The phrase of Scotty saying "concrete galoshes" has stuck with me for over 50 years!
@tranya3277 ай бұрын
This episode lives on, in part, through my two cats. When it came time to name the newly-adopted kittens in 2012, I named them Miss Jojo and Mister Kracko. They're a brother-sister pair, originally from a litter of six. They're domestic shorthair tabbies (and adorable!). Jojo is about ten pounds, with orange fur arranged in soft stripes. Kracko is seven pounds, with dark fur arranged in more pronounced stripes, with a white 'tuft' of fur on the extreme tip of his tail. (My dad and I used to role-play quick vignettes based on this episode, "Kracko, I'm comin' over with a couple o-my boys and we're makin a hit!..." so when he learned what I'd named the little furballs, he was delighted.)
@mikecaetano7 ай бұрын
The fuzzy fedora was part of the gangster look, but the fuzz often got lost in the grains of black and white film. The fuzzy look fed into the Zoot Suit fashion style, epitomized by Cab Calloway, that gave the name to a series of clashes in 1943 between the police and Latinos in Los Angeles. The fuzzy fedora eventually made its way into the wardrobes of high profile pimps and players in the seventies in New York and elsewhere.
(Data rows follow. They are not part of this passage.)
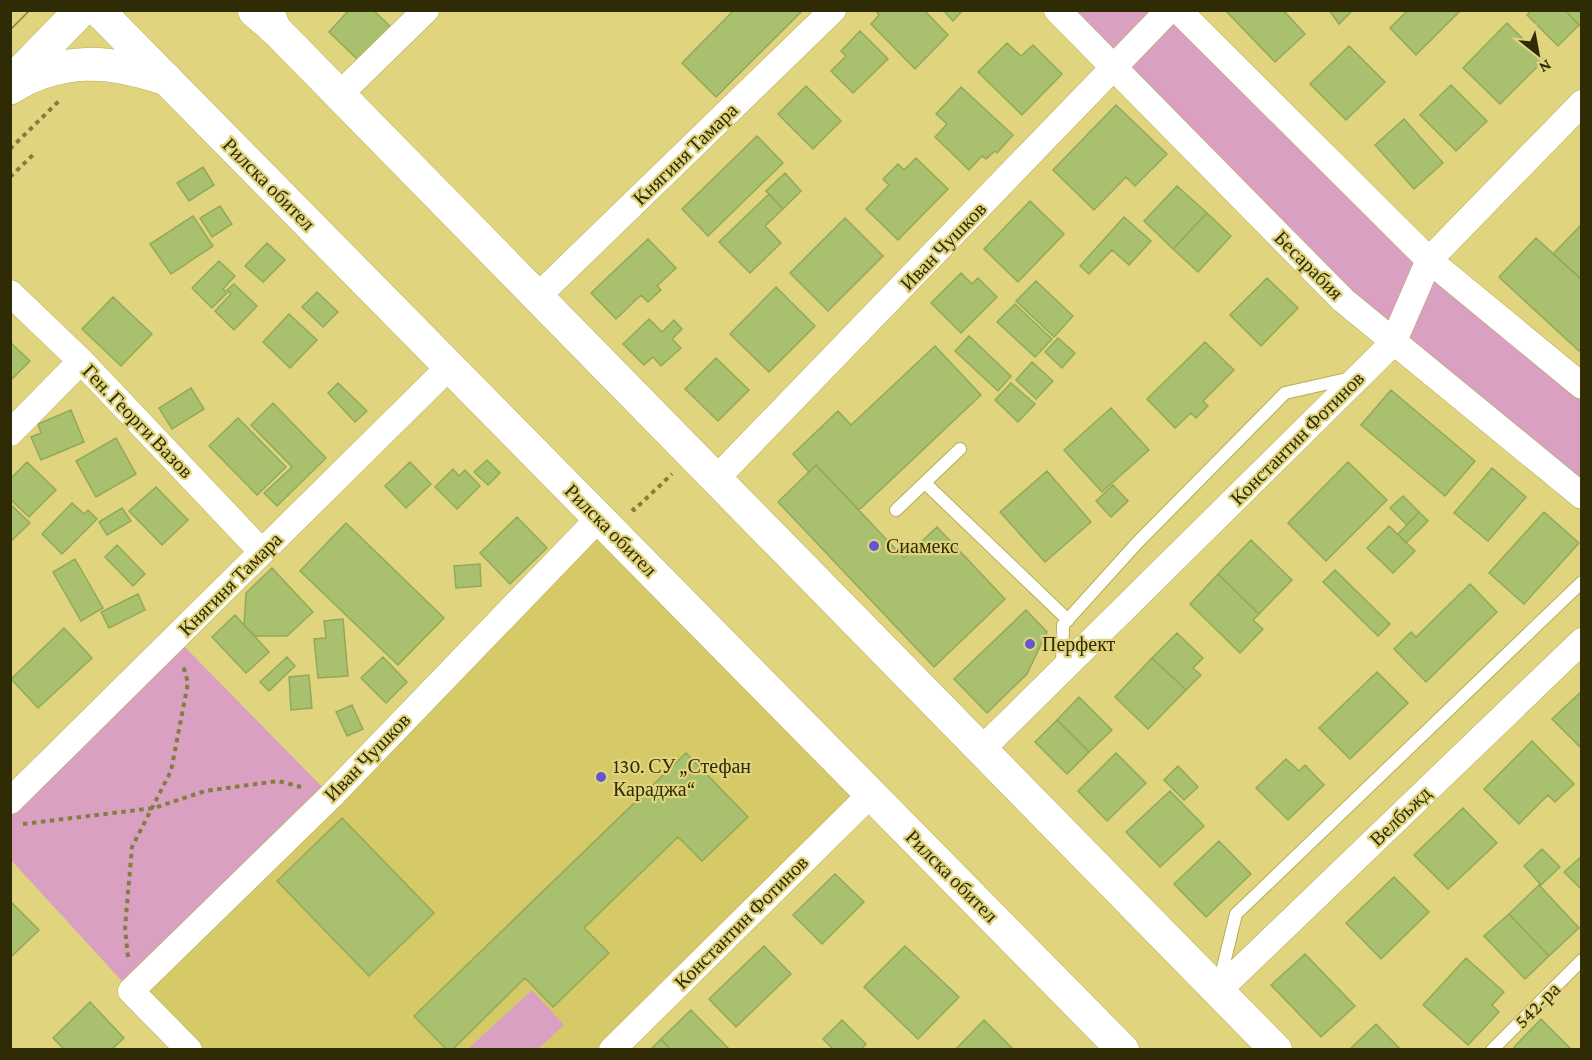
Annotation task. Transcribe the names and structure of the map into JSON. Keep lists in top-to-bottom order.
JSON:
{
  "streets": {
    "street": [
      "Княгиня Тамара",
      "Рилска обител",
      "Иван Чушков",
      "Бесарабия",
      "Ген. Георги Вазов",
      "Константин Фотинов",
      "Велбъжд"
    ],
    "lane": ["542-ра"]
  },
  "crossings": [
    ["Княгиня Тамара", "Рилска обител"],
    ["Княгиня Тамара", "Ген. Георги Вазов"],
    ["Рилска обител", "Иван Чушков"],
    ["Рилска обител", "Константин Фотинов"],
    ["Иван Чушков", "Бесарабия"],
    ["Бесарабия", "Константин Фотинов"]
  ],
  "places": ["Сиамекс", "Перфект", "130. СУ „Стефан Караджа“"],
  "north": "bottom right"
}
@TheSciFiDogLady7 ай бұрын
Yeah, I do remember fedoras, but not fuzzy. I guess it was the grain thing. Remastered episodes make a lot of things visible.
@therealhotdog7 ай бұрын
one of the star trek books i was reading years ago did mention that they took the communicator apart found out how it works and ended up building star fleet looking space stations
@timbuktu80697 ай бұрын
In Star Trek Deep Space 9 Quark and Odo were on a shuttle. Quark wanted to know if Odo wanted to play a little Thizbin.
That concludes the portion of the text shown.